Well, we've crammed in as much of China as we could in ten days - tomorrow we fly to Hong Kong, then Singapore, before reaching Australia on Monday morning!

We managed to get our Chinese Visa of course, after much faffing at the consulate. You basically queue up, wait your number and hand over your passport and cash. I nearly didn't get one, because the silly security guard wouldn't let me in with an orange juice! We had waited there for so long, I had gone to fetch a snack breakfast for us both, to eat while we were waiting our turn. However, as my OJ wasn't allowed to go through the x-ray machine (?!!?!) I had to leave it downstairs.....cue much yelling by me at what a pointless little man he was, and exactly what I thought of his jobsworthiness! The OJ remained downstairs, I got my visa and I gave the security chap an 'English' wave on our way out! Well, honestly, if I was going to blow up the place, I'd hardly do it with Tropicana would I?

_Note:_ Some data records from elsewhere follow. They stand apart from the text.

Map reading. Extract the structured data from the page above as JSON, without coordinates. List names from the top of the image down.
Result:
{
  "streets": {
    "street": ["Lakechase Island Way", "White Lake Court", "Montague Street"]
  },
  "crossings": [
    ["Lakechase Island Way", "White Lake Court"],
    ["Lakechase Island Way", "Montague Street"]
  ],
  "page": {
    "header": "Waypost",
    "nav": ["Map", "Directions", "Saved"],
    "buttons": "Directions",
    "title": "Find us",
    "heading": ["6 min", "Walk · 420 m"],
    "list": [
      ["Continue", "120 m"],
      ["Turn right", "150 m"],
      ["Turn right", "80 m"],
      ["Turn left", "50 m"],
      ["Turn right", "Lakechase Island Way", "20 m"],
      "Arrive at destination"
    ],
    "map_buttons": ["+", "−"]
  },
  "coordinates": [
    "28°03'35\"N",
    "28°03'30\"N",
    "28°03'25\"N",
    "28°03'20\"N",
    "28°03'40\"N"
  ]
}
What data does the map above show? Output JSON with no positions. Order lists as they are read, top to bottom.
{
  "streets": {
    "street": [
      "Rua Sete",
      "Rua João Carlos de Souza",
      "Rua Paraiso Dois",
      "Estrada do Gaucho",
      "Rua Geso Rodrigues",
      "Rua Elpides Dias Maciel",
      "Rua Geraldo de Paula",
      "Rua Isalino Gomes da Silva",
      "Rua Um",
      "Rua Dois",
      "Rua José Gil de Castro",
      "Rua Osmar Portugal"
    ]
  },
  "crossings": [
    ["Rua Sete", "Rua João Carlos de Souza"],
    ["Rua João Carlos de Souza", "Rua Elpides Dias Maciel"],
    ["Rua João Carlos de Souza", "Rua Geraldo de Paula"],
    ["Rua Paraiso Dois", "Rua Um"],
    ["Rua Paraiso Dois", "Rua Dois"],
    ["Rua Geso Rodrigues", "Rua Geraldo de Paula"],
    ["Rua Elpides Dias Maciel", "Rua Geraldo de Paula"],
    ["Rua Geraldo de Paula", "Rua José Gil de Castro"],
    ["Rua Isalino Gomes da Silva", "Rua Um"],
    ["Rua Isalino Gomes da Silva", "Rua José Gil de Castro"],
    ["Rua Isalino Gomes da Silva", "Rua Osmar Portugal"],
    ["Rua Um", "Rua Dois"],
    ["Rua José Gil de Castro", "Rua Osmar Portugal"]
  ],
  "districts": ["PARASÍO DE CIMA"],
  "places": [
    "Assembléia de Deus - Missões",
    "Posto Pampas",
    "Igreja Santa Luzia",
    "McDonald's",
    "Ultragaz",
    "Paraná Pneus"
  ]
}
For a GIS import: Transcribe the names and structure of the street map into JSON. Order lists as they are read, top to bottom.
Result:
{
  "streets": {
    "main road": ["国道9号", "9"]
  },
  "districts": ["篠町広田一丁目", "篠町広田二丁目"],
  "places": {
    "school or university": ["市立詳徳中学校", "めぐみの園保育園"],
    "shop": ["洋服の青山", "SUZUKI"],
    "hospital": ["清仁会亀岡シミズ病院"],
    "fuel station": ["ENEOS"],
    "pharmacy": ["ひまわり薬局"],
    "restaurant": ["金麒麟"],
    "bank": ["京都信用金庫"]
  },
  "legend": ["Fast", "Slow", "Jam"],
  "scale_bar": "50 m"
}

So to Air China, the bit I was dreading. Doesn't exactly sound like an airline with a decent safety record, does it?? I mean, it's not Air Kuwait, granted, but still! Turns out to be another very new plane, lovely stewardesses and it was another very safe flight. The landing was fantastically bumpy, but I actually like that, at least you know you're down on the ground again!!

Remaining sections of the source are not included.